Data to examine
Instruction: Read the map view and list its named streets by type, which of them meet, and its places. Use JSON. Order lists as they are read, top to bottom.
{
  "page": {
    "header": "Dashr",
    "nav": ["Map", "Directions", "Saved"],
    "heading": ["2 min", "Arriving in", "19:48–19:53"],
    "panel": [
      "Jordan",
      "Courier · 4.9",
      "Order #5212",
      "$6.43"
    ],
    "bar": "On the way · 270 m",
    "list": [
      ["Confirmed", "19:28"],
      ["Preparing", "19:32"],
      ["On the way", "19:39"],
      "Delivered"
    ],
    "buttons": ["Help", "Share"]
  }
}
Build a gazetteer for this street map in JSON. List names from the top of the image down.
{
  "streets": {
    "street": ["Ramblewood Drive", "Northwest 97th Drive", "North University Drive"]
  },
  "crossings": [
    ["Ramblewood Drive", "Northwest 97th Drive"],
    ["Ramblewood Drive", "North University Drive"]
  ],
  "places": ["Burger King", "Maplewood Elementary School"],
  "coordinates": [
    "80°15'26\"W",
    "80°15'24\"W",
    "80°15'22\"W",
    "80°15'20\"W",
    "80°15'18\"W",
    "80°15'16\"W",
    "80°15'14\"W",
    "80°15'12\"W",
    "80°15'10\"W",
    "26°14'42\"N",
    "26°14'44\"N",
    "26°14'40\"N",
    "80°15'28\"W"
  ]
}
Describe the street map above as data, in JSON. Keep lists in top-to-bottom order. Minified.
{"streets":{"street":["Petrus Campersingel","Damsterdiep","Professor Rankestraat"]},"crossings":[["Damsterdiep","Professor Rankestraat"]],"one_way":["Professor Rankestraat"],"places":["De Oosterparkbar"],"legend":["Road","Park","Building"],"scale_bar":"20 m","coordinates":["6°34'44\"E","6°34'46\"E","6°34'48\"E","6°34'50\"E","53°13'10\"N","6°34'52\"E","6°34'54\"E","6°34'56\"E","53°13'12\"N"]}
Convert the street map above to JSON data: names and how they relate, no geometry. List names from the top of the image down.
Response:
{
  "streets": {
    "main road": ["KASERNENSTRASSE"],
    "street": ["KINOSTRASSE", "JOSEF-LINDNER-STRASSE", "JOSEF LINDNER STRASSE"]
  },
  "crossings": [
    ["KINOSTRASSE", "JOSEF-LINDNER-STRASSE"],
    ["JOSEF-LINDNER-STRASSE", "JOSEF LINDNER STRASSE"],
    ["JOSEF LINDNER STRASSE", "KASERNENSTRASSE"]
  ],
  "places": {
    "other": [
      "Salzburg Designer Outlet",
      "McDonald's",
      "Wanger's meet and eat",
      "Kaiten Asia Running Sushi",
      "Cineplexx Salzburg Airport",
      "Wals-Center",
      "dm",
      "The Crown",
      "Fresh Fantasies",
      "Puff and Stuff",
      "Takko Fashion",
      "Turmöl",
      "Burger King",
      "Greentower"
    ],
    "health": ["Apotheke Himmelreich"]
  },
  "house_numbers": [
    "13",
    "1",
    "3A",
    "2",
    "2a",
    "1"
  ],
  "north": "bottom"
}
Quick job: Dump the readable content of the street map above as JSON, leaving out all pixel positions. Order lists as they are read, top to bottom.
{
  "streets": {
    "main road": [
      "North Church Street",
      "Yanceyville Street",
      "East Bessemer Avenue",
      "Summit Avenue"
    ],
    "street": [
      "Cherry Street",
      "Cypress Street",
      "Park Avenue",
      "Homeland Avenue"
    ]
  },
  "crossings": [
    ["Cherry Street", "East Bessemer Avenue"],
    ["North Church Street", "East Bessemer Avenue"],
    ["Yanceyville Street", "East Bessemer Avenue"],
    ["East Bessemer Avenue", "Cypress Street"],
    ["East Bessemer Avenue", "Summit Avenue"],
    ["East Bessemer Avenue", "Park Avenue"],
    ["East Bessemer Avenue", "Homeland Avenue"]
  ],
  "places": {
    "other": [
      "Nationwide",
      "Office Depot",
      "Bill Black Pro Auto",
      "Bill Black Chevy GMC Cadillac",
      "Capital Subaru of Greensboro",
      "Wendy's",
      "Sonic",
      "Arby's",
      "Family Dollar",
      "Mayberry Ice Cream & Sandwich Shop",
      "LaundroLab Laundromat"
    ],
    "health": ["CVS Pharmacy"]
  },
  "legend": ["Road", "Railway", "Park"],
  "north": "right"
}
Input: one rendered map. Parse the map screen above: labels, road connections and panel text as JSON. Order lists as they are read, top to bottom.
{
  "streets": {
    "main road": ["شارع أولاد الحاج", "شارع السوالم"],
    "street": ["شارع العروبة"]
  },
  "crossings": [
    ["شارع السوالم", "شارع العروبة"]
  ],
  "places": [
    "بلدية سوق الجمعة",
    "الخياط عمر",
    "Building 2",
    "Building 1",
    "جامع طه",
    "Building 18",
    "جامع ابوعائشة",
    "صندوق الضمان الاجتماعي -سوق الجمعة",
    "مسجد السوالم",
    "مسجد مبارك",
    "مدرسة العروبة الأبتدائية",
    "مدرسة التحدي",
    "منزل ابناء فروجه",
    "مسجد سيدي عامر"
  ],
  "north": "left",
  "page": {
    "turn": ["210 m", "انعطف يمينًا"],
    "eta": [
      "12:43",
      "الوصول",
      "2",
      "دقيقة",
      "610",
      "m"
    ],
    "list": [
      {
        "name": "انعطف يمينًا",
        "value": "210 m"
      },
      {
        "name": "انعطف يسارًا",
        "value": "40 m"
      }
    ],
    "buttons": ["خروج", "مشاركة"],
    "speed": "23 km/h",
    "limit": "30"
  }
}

Assigned task
Repeat all the lines above, keeping them exactly as they are.

Solution for this task
Instruction: Read the map view and list its named streets by type, which of them meet, and its places. Use JSON. Order lists as they are read, top to bottom.
{
  "page": {
    "header": "Dashr",
    "nav": ["Map", "Directions", "Saved"],
    "heading": ["2 min", "Arriving in", "19:48–19:53"],
    "panel": [
      "Jordan",
      "Courier · 4.9",
      "Order #5212",
      "$6.43"
    ],
    "bar": "On the way · 270 m",
    "list": [
      ["Confirmed", "19:28"],
      ["Preparing", "19:32"],
      ["On the way", "19:39"],
      "Delivered"
    ],
    "buttons": ["Help", "Share"]
  }
}
Build a gazetteer for this street map in JSON. List names from the top of the image down.
{
  "streets": {
    "street": ["Ramblewood Drive", "Northwest 97th Drive", "North University Drive"]
  },
  "crossings": [
    ["Ramblewood Drive", "Northwest 97th Drive"],
    ["Ramblewood Drive", "North University Drive"]
  ],
  "places": ["Burger King", "Maplewood Elementary School"],
  "coordinates": [
    "80°15'26\"W",
    "80°15'24\"W",
    "80°15'22\"W",
    "80°15'20\"W",
    "80°15'18\"W",
    "80°15'16\"W",
    "80°15'14\"W",
    "80°15'12\"W",
    "80°15'10\"W",
    "26°14'42\"N",
    "26°14'44\"N",
    "26°14'40\"N",
    "80°15'28\"W"
  ]
}
Describe the street map above as data, in JSON. Keep lists in top-to-bottom order. Minified.
{"streets":{"street":["Petrus Campersingel","Damsterdiep","Professor Rankestraat"]},"crossings":[["Damsterdiep","Professor Rankestraat"]],"one_way":["Professor Rankestraat"],"places":["De Oosterparkbar"],"legend":["Road","Park","Building"],"scale_bar":"20 m","coordinates":["6°34'44\"E","6°34'46\"E","6°34'48\"E","6°34'50\"E","53°13'10\"N","6°34'52\"E","6°34'54\"E","6°34'56\"E","53°13'12\"N"]}
Convert the street map above to JSON data: names and how they relate, no geometry. List names from the top of the image down.
Response:
{
  "streets": {
    "main road": ["KASERNENSTRASSE"],
    "street": ["KINOSTRASSE", "JOSEF-LINDNER-STRASSE", "JOSEF LINDNER STRASSE"]
  },
  "crossings": [
    ["KINOSTRASSE", "JOSEF-LINDNER-STRASSE"],
    ["JOSEF-LINDNER-STRASSE", "JOSEF LINDNER STRASSE"],
    ["JOSEF LINDNER STRASSE", "KASERNENSTRASSE"]
  ],
  "places": {
    "other": [
      "Salzburg Designer Outlet",
      "McDonald's",
      "Wanger's meet and eat",
      "Kaiten Asia Running Sushi",
      "Cineplexx Salzburg Airport",
      "Wals-Center",
      "dm",
      "The Crown",
      "Fresh Fantasies",
      "Puff and Stuff",
      "Takko Fashion",
      "Turmöl",
      "Burger King",
      "Greentower"
    ],
    "health": ["Apotheke Himmelreich"]
  },
  "house_numbers": [
    "13",
    "1",
    "3A",
    "2",
    "2a",
    "1"
  ],
  "north": "bottom"
}
Quick job: Dump the readable content of the street map above as JSON, leaving out all pixel positions. Order lists as they are read, top to bottom.
{
  "streets": {
    "main road": [
      "North Church Street",
      "Yanceyville Street",
      "East Bessemer Avenue",
      "Summit Avenue"
    ],
    "street": [
      "Cherry Street",
      "Cypress Street",
      "Park Avenue",
      "Homeland Avenue"
    ]
  },
  "crossings": [
    ["Cherry Street", "East Bessemer Avenue"],
    ["North Church Street", "East Bessemer Avenue"],
    ["Yanceyville Street", "East Bessemer Avenue"],
    ["East Bessemer Avenue", "Cypress Street"],
    ["East Bessemer Avenue", "Summit Avenue"],
    ["East Bessemer Avenue", "Park Avenue"],
    ["East Bessemer Avenue", "Homeland Avenue"]
  ],
  "places": {
    "other": [
      "Nationwide",
      "Office Depot",
      "Bill Black Pro Auto",
      "Bill Black Chevy GMC Cadillac",
      "Capital Subaru of Greensboro",
      "Wendy's",
      "Sonic",
      "Arby's",
      "Family Dollar",
      "Mayberry Ice Cream & Sandwich Shop",
      "LaundroLab Laundromat"
    ],
    "health": ["CVS Pharmacy"]
  },
  "legend": ["Road", "Railway", "Park"],
  "north": "right"
}
Input: one rendered map. Parse the map screen above: labels, road connections and panel text as JSON. Order lists as they are read, top to bottom.
{
  "streets": {
    "main road": ["شارع أولاد الحاج", "شارع السوالم"],
    "street": ["شارع العروبة"]
  },
  "crossings": [
    ["شارع السوالم", "شارع العروبة"]
  ],
  "places": [
    "بلدية سوق الجمعة",
    "الخياط عمر",
    "Building 2",
    "Building 1",
    "جامع طه",
    "Building 18",
    "جامع ابوعائشة",
    "صندوق الضمان الاجتماعي -سوق الجمعة",
    "مسجد السوالم",
    "مسجد مبارك",
    "مدرسة العروبة الأبتدائية",
    "مدرسة التحدي",
    "منزل ابناء فروجه",
    "مسجد سيدي عامر"
  ],
  "north": "left",
  "page": {
    "turn": ["210 m", "انعطف يمينًا"],
    "eta": [
      "12:43",
      "الوصول",
      "2",
      "دقيقة",
      "610",
      "m"
    ],
    "list": [
      {
        "name": "انعطف يمينًا",
        "value": "210 m"
      },
      {
        "name": "انعطف يسارًا",
        "value": "40 m"
      }
    ],
    "buttons": ["خروج", "مشاركة"],
    "speed": "23 km/h",
    "limit": "30"
  }
}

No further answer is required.